Last edited 15jan13. Click here for Class Webpages

Spring 2013 Course Description:


Professor: George Francis
Office: 101 Altgeld Hall
Text: Michael Hvidsten, Geometry with Geometry Explorer
Software: Michael Hvidsten, Geometry Explorer 2.0
Prerequisites: MA241 and MA347, or consent of instructor.

Geometry is one of the richest areas for mathematical exploration. The visual aspects of the subject make exploration and experimentation natural and intuitive. At the same time, the abstractions developed to explain geometric patterns and connections make the subject extremely powerful and applicable to a wide variety of physical situations. In this book [and course] we give equal weight to intuitive and imaginative exploration of geometry, and to abstract reasoning and proof.

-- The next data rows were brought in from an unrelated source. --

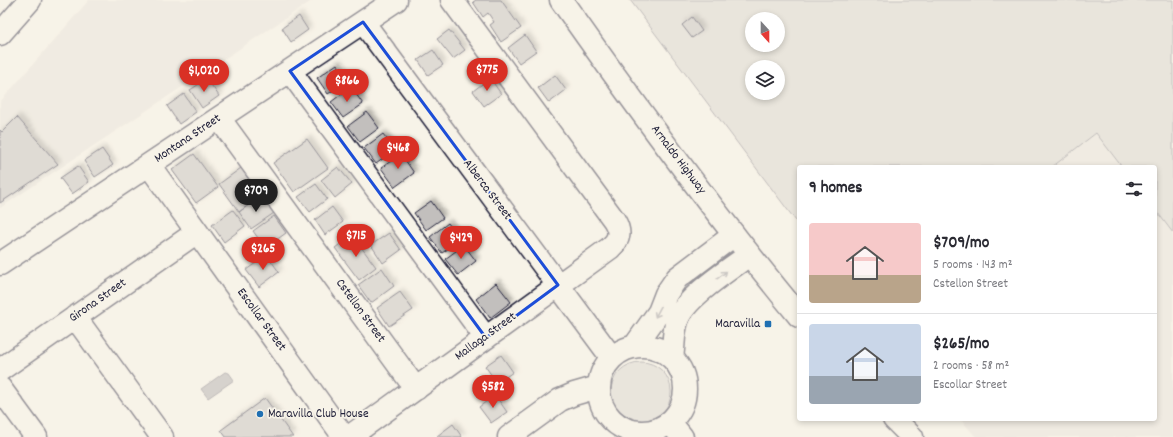 <!DOCTYPE html>
<meta charset="utf-8">
<style>
:root{--surface:#fff;--page:#f7f7f7;--text:#2b2b33;--muted:#7c7c81;--line:#e1e1e2;--accent:#d93025}
body{margin:0;font-family:Dekko,sans-serif;background:var(--page);color:var(--text);height:100vh;display:flex;flex-direction:column;font-size:15px;white-space:nowrap}
*{box-sizing:border-box;margin:0}
p{font-size:13px;color:var(--muted)}
.icon{flex:none;width:22px;height:22px;fill:none;stroke:currentColor;stroke-width:2;stroke-linecap:round;stroke-linejoin:round}
.map{position:relative;flex:1;overflow:hidden}
.details{position:absolute;left:797px;top:165px;width:360px;height:256px;display:flex;flex-direction:column;background:var(--surface);border-radius:4px;box-shadow:0 2px 6px #0003}
.details>*{flex:none}
.needle{width:26px;rotate:159deg}
.controls{position:absolute;left:745px;top:12px;display:grid;gap:8px}
.controls a{display:grid;place-items:center;width:40px;height:40px;border-radius:50%;background:var(--surface);box-shadow:0 2px 6px #0003;font-size:20px}
.price{position:absolute;translate:-50% -34px;padding:0 9px;border-radius:14px;background:var(--accent);color:#fff;font-size:13px;line-height:26px;filter:drop-shadow(0 1px 2px #0008)}
.price::after{content:'';position:absolute;left:50%;top:24px;width:12px;height:9px;margin-left:-6px;background:inherit;clip-path:polygon(0 0,100% 0,50% 100%)}
.price.active{background:#222;color:#fff}
ul{padding:0;list-style:none}
li{display:flex;align-items:center;gap:12px;height:100px;padding:0 12px}
li+li{border-top:1px solid var(--line)}
li span{display:grid;place-items:center;flex:none;width:112px;height:80px;border-radius:4px;color:#555}
li>.icon{margin-inline-start:auto}
span .icon{width:48px;height:48px;fill:#fffc;stroke-width:1}
li b{font-size:17px}
h2{display:flex;justify-content:space-between;align-items:center;height:48px;padding:0 12px;font-size:17px}
.map>svg:first-child{display:block}
</style>
<div class="map">
<svg width="1173" height="437" viewBox="0 0 1173 437">
<defs>
<filter id="shadow"><feDropShadow dx="3.5" dy="-3.5" stdDeviation="2" flood-color="#0004"/></filter>
</defs>
<rect width="100%" height="100%" fill="#f7f3e8"/>
<filter id="ink" filterUnits="userSpaceOnUse"><feTurbulence type="fractalNoise" baseFrequency=".025" numOctaves="2"/><feDisplacementMap in="SourceGraphic" scale="8" xChannelSelector="R" yChannelSelector="G"/><feConvolveMatrix kernelMatrix="1 2 1 2 8 2 1 2 1" color-interpolation-filters="sRGB"/></filter>
<g filter="url(#ink)">
<!-- built -->
<path fill="#e7e3db" d="M89 0H313L0 208V102Z
M1096 133 1122 167H1052Z
M1155 209 1173 233V437H976L960 419H1155Z"/>
<!-- green -->
<path fill="#d8d5cf" stroke="#7d7c85" fill-rule="evenodd" d="M630 0H1173V233L1155 209V167H1122L1096 133 1052 167H799V225ZM752 19H778V45H752ZM752 67H778V93H752Z
M611 392a30 30 0 1 1 60 0a30 30 0 1 1-60 0Z"/>
<!-- water -->
<path fill="#aeabad" stroke="#76747f" d="M225 372 229 373 234 380 208 398 201 389Z"/>
<!-- building -->
<path fill="#c2bfbd" stroke="#22223b" filter="url(#shadow)" d="M476 0H501L521 28 501 42 490 25 494 22 488 13 483 17 473 2Z
M299 16 308 30 291 42 282 28Z
M692 17 702 31 692 38 682 25Z
M449 30 465 50 453 59 437 39Z
M525 35 536 51 519 63 508 48Z
M433 50 443 65 428 75 418 60Z
M337 64 348 81 328 94 317 78Z
M555 75 566 90 549 103 538 88Z
M490 78 501 94 484 106 473 91Z
M207 79 219 96 202 108 190 90Z
M351 87 363 104 343 118 331 102Z
M184 94 196 112 179 124 167 106Z
M367 112 379 128 360 142 348 126Z
M17 117 58 164 0 203V130L2 132Z
M383 134 395 150 376 164 364 148Z
M307 139 328 168 294 192 273 163Z
M102 149 113 165 95 177 84 161Z
M194 154 218 187 196 203 172 170Z
M401 154 414 173 395 187 381 168Z
M78 166 89 182 72 194 60 178Z
M338 167 352 184 335 198 321 180Z
M241 168 261 196 239 212 219 184Z
M316 184 327 199 310 212 298 197Z
M261 196 274 213 251 229 239 212Z
M431 201 443 218 426 230 414 213Z
M332 207 343 222 325 235 315 220Z
M233 210 245 226 224 242 212 225Z
M274 216 286 233 265 248 253 231Z
M448 223 461 240 442 253 430 237Z
M389 233 401 250 383 263 371 245Z
M352 235 376 267 359 280 335 248Z
M464 245 476 261 458 275 445 259Z
M267 255 279 272 259 287 246 270Z
M382 268 394 286 371 303 358 285Z
M496 283 511 302 490 318 476 299Z
M400 292 413 310 389 326 377 308Z
M501 355 513 372 497 383 485 366Z
M495 395 507 412 491 423 479 407Z
M265 398 293 437H226L221 430Z
M453 424 462 437H438L437 436Z"/>
<g fill="none" stroke-linecap="round" stroke-linejoin="round">
<defs>
<path id="minor" d="M363 22 612 358
M0 34 30 0
M290 71 486 338
M219 118 416 389
M149 165 344 437
M0 264 396 0
M75 317 162 437
M599 389a43 43 0 1 1 86 0a43 43 0 1 1-86 0Z
M634 347 659 312 666 294 677 278 734 235
M672 358C674 346 673 332 677 321 683 299 730 269 749 255
M0 370 197 232
M0 388 36 437
M670 422 682 437
M349 437 610 248C620 239 621 232 614 220L452 0
M509 437 560 400 574 394 598 387"/>
<path id="major" d="M561 0C637 108 715 214 799 316
M894 419 912 437"/>
</defs>
<!-- minor casing -->
<use href="#minor" stroke="#22223b" stroke-width="25"/>
<!-- major casing -->
<use href="#major" stroke="#22223b" stroke-width="25"/>
<!-- minor -->
<use href="#minor" stroke="#f7f3e8" stroke-width="22"/>
<!-- major -->
<use href="#major" stroke="#f7f3e8" stroke-width="22"/>
</g>
<!-- one-way arrows -->
<defs><path id="oneway-shaft" d="M-6 0H5M1.5-3L5.5 0L1.5 3" fill="none" stroke-width="1.6" stroke-linecap="round" stroke-linejoin="round"/></defs>
<g stroke="#97959a">
<use href="#oneway-shaft" transform="translate(722 275) rotate(-38)"/>
<use href="#oneway-shaft" transform="translate(658 312) rotate(118)"/>
</g>
</g>
<!-- marked area -->
<path d="M0 0H1173V437H0ZM363 22 558 285 486 338 290 71Z" fill="#f7f3e8" fill-opacity=".55" fill-rule="evenodd"/>
<path fill="none" stroke="#1d4ed8" stroke-width="3" stroke-linejoin="round" d="M363 22 558 285 486 338 290 71Z"/>
<!-- markers -->
<g fill="#1f6fb2" stroke="#f7f3e8" stroke-width="1.5">
<rect x="764" y="320" width="8" height="8" rx="2"/>
<circle cx="260" cy="414" r="4"/>
</g>
<g text-anchor="middle" dominant-baseline="central" stroke-width="3.5" stroke-linejoin="round" paint-order="stroke">
<!-- street labels -->
<g font-size="13" fill="#22223b" stroke="#f7f3e8">
<text transform="translate(188 139) rotate(-34)">Montana Street</text>
<text transform="translate(678 160) rotate(53)">Arnaldo Highway</text>
<text transform="translate(487 190) rotate(53)">Alberca Street</text>
<text transform="translate(98 301) rotate(-35)">Girona Street</text>
<text transform="translate(360 311) rotate(54)">Cstellon Street</text>
<text transform="translate(261 320) rotate(54)">Escollar Street</text>
<text transform="translate(486 337) rotate(-36)">Mallaga Street</text>
</g>
<!-- poi labels -->
<g font-size="13" fill="#22223b" stroke="#f7f3e8" text-anchor="end">
<text x="760" y="324">Maravilla</text>
<text x="268" y="414" text-anchor="start">Maravilla Club House</text>
</g>
</g>
</svg>
<div class="controls">
<a><svg class="needle" viewBox="-14 -14 28 28"><path d="M0-13l5 13h-10z" fill="#e53935"/><path d="M0 13l5-13h-10z" fill="#7c7c81"/></svg></a>
<a><svg class="icon" aria-label="layers" viewBox="0 0 24 24"><path d="M12 4l9 5-9 5-9-5zM3 14l9 5 9-5"/></svg></a>
</div>
<b class="price" style="left:487px;top:92px">$775</b>
<b class="price" style="left:204px;top:93px">$1,020</b>
<b class="price" style="left:347px;top:103px">$866</b>
<b class="price" style="left:398px;top:170px">$468</b>
<b class="price active" style="left:256px;top:213px">$709</b>
<b class="price" style="left:356px;top:258px">$715</b>
<b class="price" style="left:461px;top:260px">$429</b>
<b class="price" style="left:263px;top:271px">$265</b>
<b class="price" style="left:493px;top:409px">$582</b>
<section class="details">
<h2>9 homes<svg class="icon" aria-label="filters" viewBox="0 0 24 24"><path d="M4 7h16M4 17h16"/><circle cx="9" cy="7" r="2"/><circle cx="15" cy="17" r="2"/></svg></h2>
<ul>
<li><span style="background:linear-gradient(#f6c9c9 65%,#b9a48a 0)"><svg class="icon" aria-label="home" viewBox="0 0 24 24"><path d="M3 11l9-7 9 7M6 9v11h12V9"/></svg></span><div><b>$709/mo</b><p>5 rooms · 143 m²</p><p>Cstellon Street</p></div></li>
<li><span style="background:linear-gradient(#c9d6e8 65%,#9aa5b1 0)"><svg class="icon" aria-label="home" viewBox="0 0 24 24"><path d="M3 11l9-7 9 7M6 9v11h12V9"/></svg></span><div><b>$265/mo</b><p>2 rooms · 58 m²</p><p>Escollar Street</p></div></li>
</ul>
</section>
</div>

From the Introduction of Hvidsten't text

This course is a practical introduction Non-Euclidean geometry from an experimental viewpoint. It is also a thorough review of axiomatic and analytical Euclidean geometry, as well as a gentle introduction to complex numbers. It also serves as an introduction to rigorous proofs and good mathematical exposition. While experience with plane vectors (MA 241) and symbolic logic (MA 347) are recommended, motivated students may complete supplementary lessons to learn these techniques early in the term. The course may be taken for 3 or 4 credit hours.

To pursue these twin goals quoted above, we use a balanced mixture of contemporary online and classical learning techniques. All lessons are held in a computer equipped classroom. Hvidsten's temporarily out of print textbook is online together with extensive notes, explanations, examples, tutorials and exercises. We use a custom edition of his geometric drawing software, Geometry Explorer (GEX), which downloads to all platforms. Students have the opportunity to learn and use LaTeX, the universal scientific and technical typesetting tool, with our custom webtool texWins. Students also keep a hand-written journal of what they have learned, which may be used during tests. We use the ATLAS Moodle for online consultation, discussion, and submission of homework. Daily work (30%), tests(40%) and the final (30%) are announced in the online syllabus.